On 07/08/11 17:57, Benjamin R. Haskell wrote:
On Sat, 6 Aug 2011, Groups munged Tony Mechelynck's mail into:
:set list lcs=eol:ś,tab:\|_,nbsp:~,conceal:*
And he followed up:
...and for some reason that f???ing bl??dy st??id googlegroups
interface changed my Pilcrow mark to an s-acute. Well, the exact
character used there is irrelevant in this case but still, I don't
like it.

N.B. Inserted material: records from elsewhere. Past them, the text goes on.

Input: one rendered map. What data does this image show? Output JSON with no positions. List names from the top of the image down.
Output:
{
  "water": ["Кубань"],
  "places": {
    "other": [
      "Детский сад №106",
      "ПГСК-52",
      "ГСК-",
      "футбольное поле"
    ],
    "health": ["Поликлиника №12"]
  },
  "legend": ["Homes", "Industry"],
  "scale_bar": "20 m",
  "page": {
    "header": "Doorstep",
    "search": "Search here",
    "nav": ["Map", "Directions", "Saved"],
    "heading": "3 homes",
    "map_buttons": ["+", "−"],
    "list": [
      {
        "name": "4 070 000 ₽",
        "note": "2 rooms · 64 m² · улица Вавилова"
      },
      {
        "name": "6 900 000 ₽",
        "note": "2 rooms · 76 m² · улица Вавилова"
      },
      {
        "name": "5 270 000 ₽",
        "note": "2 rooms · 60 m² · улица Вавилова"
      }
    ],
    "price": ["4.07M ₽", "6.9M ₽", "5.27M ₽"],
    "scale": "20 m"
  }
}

The copy in my "Sent" folder is in 8bit ISO-8859-1 with the
correct Pilcrow mark; after the [me (SMTP) relay.skynet.be (ESMTP)

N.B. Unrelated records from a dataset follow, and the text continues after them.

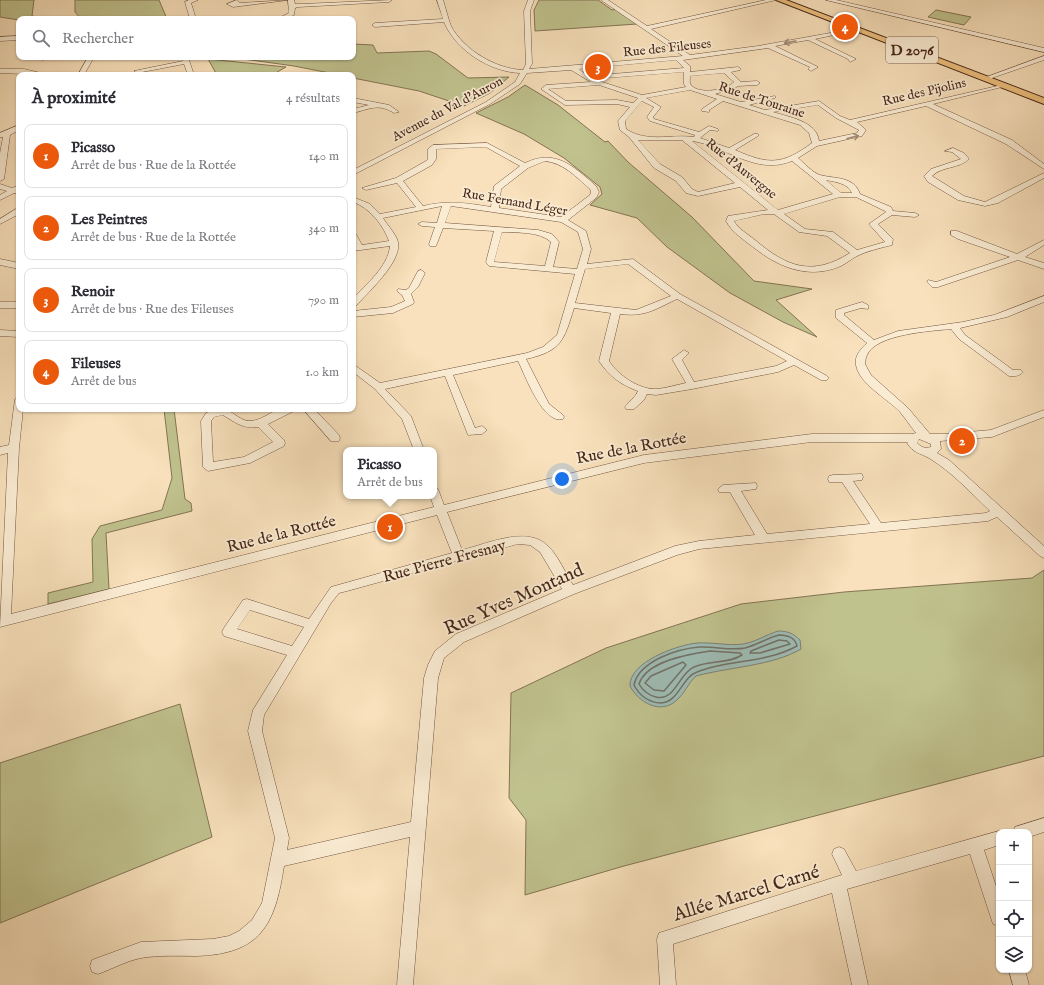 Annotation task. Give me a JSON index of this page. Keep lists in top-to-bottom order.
{
  "streets": {
    "main road": ["D 2076"],
    "street": [
      "Rue des Fileuses",
      "Rue des Pijolins",
      "Rue de Touraine",
      "Avenue du Val d'Auron",
      "Rue d'Auvergne",
      "Rue Fernand Léger",
      "Rue de la Rottée",
      "Rue Pierre Fresnay",
      "Rue Yves Montand",
      "Allée Marcel Carné"
    ]
  },
  "crossings": [
    ["Rue des Fileuses", "D 2076"],
    ["Rue des Fileuses", "Avenue du Val d'Auron"],
    ["D 2076", "Rue des Pijolins"],
    ["Rue Pierre Fresnay", "Rue Yves Montand"]
  ],
  "page": {
    "pins": [
      "4",
      "3",
      "2",
      "1"
    ],
    "search": "Rechercher",
    "heading": ["À proximité", "4 résultats"],
    "list": [
      {
        "mark": "1",
        "name": "Picasso",
        "note": "Arrêt de bus · Rue de la Rottée",
        "value": "140 m"
      },
      {
        "mark": "2",
        "name": "Les Peintres",
        "note": "Arrêt de bus · Rue de la Rottée",
        "value": "340 m"
      },
      {
        "mark": "3",
        "name": "Renoir",
        "note": "Arrêt de bus · Rue des Fileuses",
        "value": "790 m"
      },
      {
        "mark": "4",
        "name": "Fileuses",
        "note": "Arrêt de bus",
        "value": "1.0 km"
      }
    ],
    "popup": ["Picasso", "Arrêt de bus"],
    "map_buttons": ["+", "−"]
  }
}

googlegroups.com (SMTP) gmail.com (POP3) me] round-trip it comes back
in quoted-printable UTF-8 as =C5=9B (equal Charlie Pantafayf equal
Noveniner Bravo) which means U+015B SMALL LATIN LETTER S WITH ACUTE
instead of the 0xB6 (U+00B6 PILCROW MARK) which I had sent. Ah, why
couldn't Google simply understand that Latin1 0xB6 means UTF-8 U+00B6?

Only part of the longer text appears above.